Postcolonial literature refers to writing from regions of the world that were once colonies of European powers. The term refers to a very broad swath of writing in many languages, but the emphasis in this class (in an English department) is on writing in English. The writers in this course come from quite different backgrounds, including Africa, South Asia, and the Caribbean, but they struggle with some similar issues, chief among them being the legacy of colonialism – of European dominance.
Postcolonial literature is of particular importance partly because much of it is stylistically original and different from earlier European literature, (one thinks of the number of postcolonial writers who have received prestigious literary prizes in recent years). But postcolonial writing is also important because the texts – as literature – have the potential provide perspectives on the world that are unavailable from textbooks and the newsmedia.
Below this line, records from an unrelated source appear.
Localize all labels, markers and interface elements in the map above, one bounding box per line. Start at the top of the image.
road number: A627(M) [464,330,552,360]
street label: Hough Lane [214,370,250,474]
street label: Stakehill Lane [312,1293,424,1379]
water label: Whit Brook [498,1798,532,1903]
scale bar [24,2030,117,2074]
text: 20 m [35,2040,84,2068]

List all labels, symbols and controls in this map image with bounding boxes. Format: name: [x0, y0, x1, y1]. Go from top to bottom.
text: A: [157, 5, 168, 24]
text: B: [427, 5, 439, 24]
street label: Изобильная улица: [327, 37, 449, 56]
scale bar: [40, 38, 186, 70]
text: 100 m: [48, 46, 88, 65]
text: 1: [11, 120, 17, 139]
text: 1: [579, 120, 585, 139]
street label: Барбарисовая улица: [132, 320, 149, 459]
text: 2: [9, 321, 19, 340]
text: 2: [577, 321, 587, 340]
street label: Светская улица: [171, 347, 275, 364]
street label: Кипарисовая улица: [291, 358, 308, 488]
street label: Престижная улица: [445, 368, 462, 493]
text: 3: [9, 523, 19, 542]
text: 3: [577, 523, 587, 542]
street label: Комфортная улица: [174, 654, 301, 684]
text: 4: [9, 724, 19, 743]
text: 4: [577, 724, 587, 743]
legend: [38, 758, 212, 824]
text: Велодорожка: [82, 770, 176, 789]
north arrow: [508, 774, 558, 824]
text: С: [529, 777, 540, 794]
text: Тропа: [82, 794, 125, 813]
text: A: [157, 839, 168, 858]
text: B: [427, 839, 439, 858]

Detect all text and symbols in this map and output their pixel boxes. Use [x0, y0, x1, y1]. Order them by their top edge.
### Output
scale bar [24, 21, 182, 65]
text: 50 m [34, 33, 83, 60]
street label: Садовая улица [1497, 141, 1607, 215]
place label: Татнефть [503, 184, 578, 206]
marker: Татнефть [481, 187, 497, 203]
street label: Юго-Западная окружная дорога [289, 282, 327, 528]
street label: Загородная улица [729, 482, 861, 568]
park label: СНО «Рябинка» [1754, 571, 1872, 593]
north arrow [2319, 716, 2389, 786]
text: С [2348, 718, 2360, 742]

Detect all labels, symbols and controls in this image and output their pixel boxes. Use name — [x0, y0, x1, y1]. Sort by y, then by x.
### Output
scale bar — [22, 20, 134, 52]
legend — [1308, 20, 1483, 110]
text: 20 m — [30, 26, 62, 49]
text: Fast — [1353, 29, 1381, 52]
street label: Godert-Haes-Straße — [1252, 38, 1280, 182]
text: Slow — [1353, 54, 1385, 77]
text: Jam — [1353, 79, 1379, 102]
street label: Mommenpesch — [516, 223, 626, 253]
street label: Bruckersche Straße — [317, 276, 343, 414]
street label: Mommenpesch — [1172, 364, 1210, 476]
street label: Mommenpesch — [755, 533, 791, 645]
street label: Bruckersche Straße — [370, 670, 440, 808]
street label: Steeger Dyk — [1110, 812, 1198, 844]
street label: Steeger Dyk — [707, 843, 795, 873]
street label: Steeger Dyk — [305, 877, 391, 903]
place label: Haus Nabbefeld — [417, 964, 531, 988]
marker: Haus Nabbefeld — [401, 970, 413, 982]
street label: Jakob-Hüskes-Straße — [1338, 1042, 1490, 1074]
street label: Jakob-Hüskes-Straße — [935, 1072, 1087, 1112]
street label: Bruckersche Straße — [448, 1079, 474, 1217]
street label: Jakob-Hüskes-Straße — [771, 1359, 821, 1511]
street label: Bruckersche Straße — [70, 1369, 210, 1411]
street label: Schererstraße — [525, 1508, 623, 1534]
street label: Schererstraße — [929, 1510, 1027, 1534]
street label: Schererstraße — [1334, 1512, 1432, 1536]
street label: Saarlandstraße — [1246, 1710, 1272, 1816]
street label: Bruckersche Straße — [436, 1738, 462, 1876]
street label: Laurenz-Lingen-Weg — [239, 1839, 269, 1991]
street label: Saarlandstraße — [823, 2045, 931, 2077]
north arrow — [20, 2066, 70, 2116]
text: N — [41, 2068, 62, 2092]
The best postcolonial literature aims to tell good, entertaining stories while seriously attempting to represent some of the most troubling conflicts and injustices imaginable.
Postcolonial writers attempt to develop their own literary voices in regions of the world that may have been described in the colonial era as “primitive” or “savage” – where literature and culture were considered absent or somehow illegitimate. The larger project of moving past this colonial legacy, what we might call the “decolonization” of writing, brings up a wide array of themes, each of which we will address in turn. To begin with, there are issues that affect writing itself, such as choice of language. Many postcolonial writers choose to write in the languages of the former colonial power (i.e., English, French, Spanish, Portuguese), though this can be a source of serious disagreement. Moreover, much postcolonial writing is highly sensitive to how language is used, and by whom. There is a serious consideration of the role of dialects, patois – the intentional, potentially liberatory use of what one African writer calls “rotten English.”
Relatedly, postcolonial writers are compelled to find suitable and original shapes in which to represent their particular cultural experiences and historical perspectives. The novel-form is a European construct – is it malleable enough to tell the story of villagers in Zimbabwe, Punjab, or Trinidad? One answer to this problem, a mode of writing known as magical realism, blends traditional storytelling practices (some of which may be oral) with western modes of narration. Salman Rushdie’s Midnight’s Children is one of the best examples of the deployment of the magical realist style. We will discuss each of these issues of form as we progress; we will also refer to some critical and theoretical texts that map out these and other formal concerns.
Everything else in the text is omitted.